---------- Data block ----------
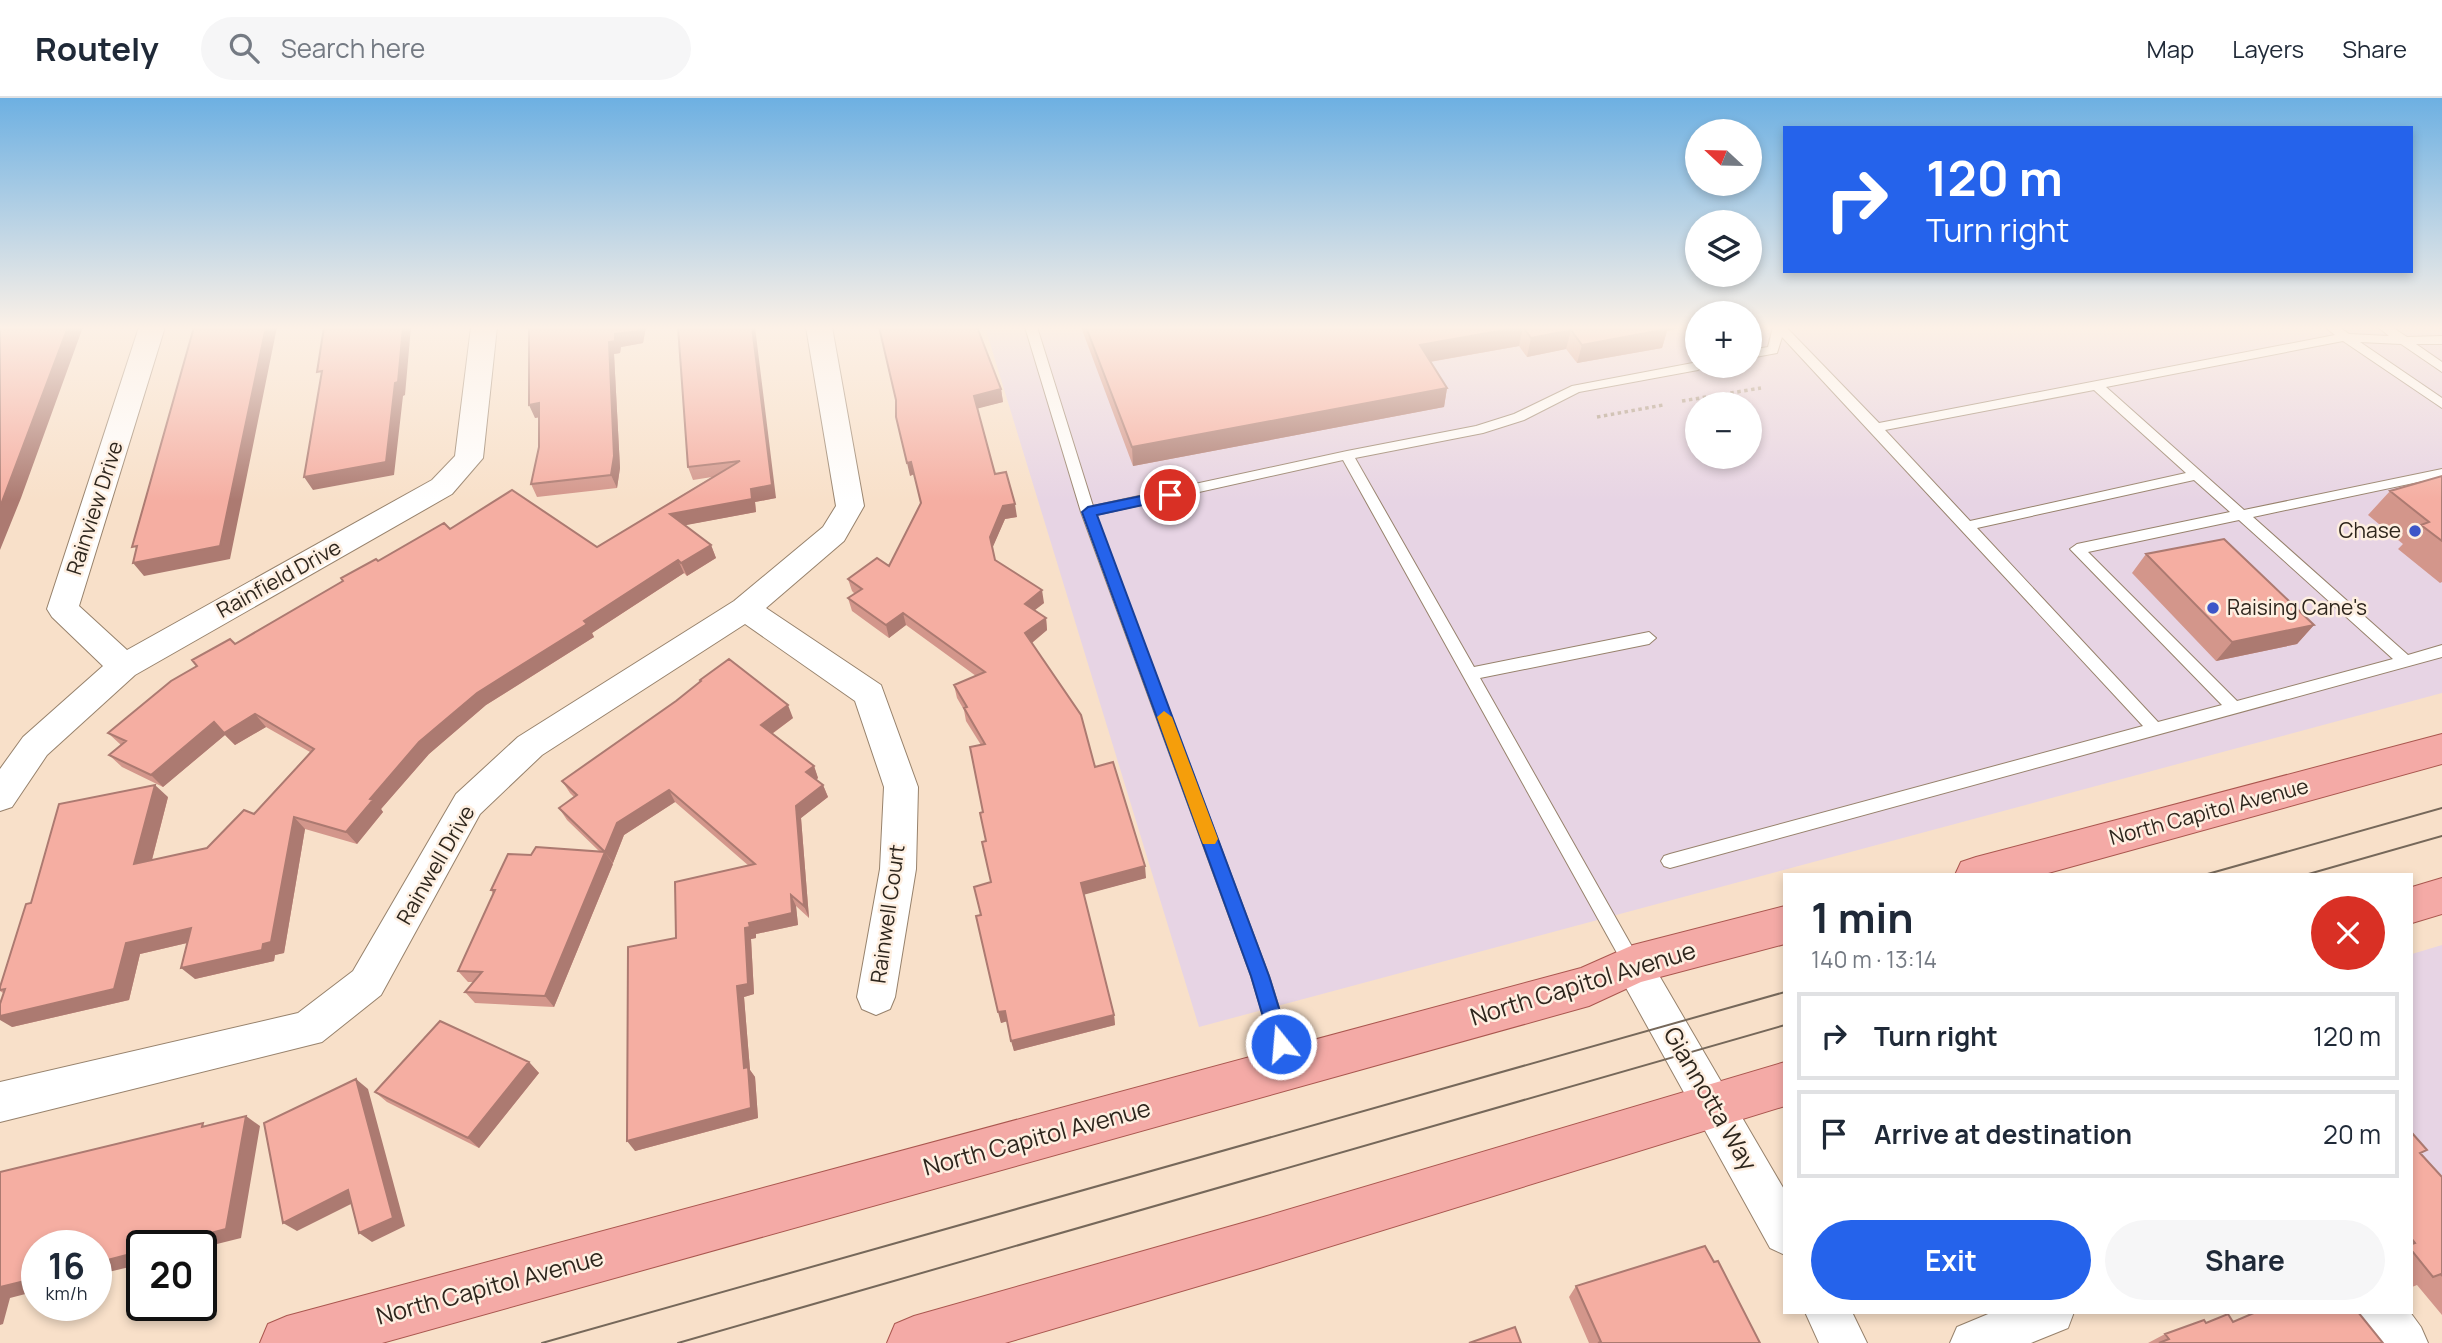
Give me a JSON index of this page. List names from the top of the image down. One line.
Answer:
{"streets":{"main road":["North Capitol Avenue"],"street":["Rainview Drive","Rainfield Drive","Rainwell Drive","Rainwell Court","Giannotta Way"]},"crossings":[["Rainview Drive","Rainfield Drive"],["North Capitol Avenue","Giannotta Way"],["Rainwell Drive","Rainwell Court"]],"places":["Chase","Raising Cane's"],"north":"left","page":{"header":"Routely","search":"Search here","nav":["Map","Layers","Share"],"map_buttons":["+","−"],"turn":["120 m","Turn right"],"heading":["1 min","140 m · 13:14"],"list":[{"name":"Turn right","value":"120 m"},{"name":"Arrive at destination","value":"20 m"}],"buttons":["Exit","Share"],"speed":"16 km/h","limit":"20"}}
----------
Task objective:
Write every line above again exactly, but leave the pictures out.

Solution:
Give me a JSON index of this page. List names from the top of the image down. One line.
Answer:
{"streets":{"main road":["North Capitol Avenue"],"street":["Rainview Drive","Rainfield Drive","Rainwell Drive","Rainwell Court","Giannotta Way"]},"crossings":[["Rainview Drive","Rainfield Drive"],["North Capitol Avenue","Giannotta Way"],["Rainwell Drive","Rainwell Court"]],"places":["Chase","Raising Cane's"],"north":"left","page":{"header":"Routely","search":"Search here","nav":["Map","Layers","Share"],"map_buttons":["+","−"],"turn":["120 m","Turn right"],"heading":["1 min","140 m · 13:14"],"list":[{"name":"Turn right","value":"120 m"},{"name":"Arrive at destination","value":"20 m"}],"buttons":["Exit","Share"],"speed":"16 km/h","limit":"20"}}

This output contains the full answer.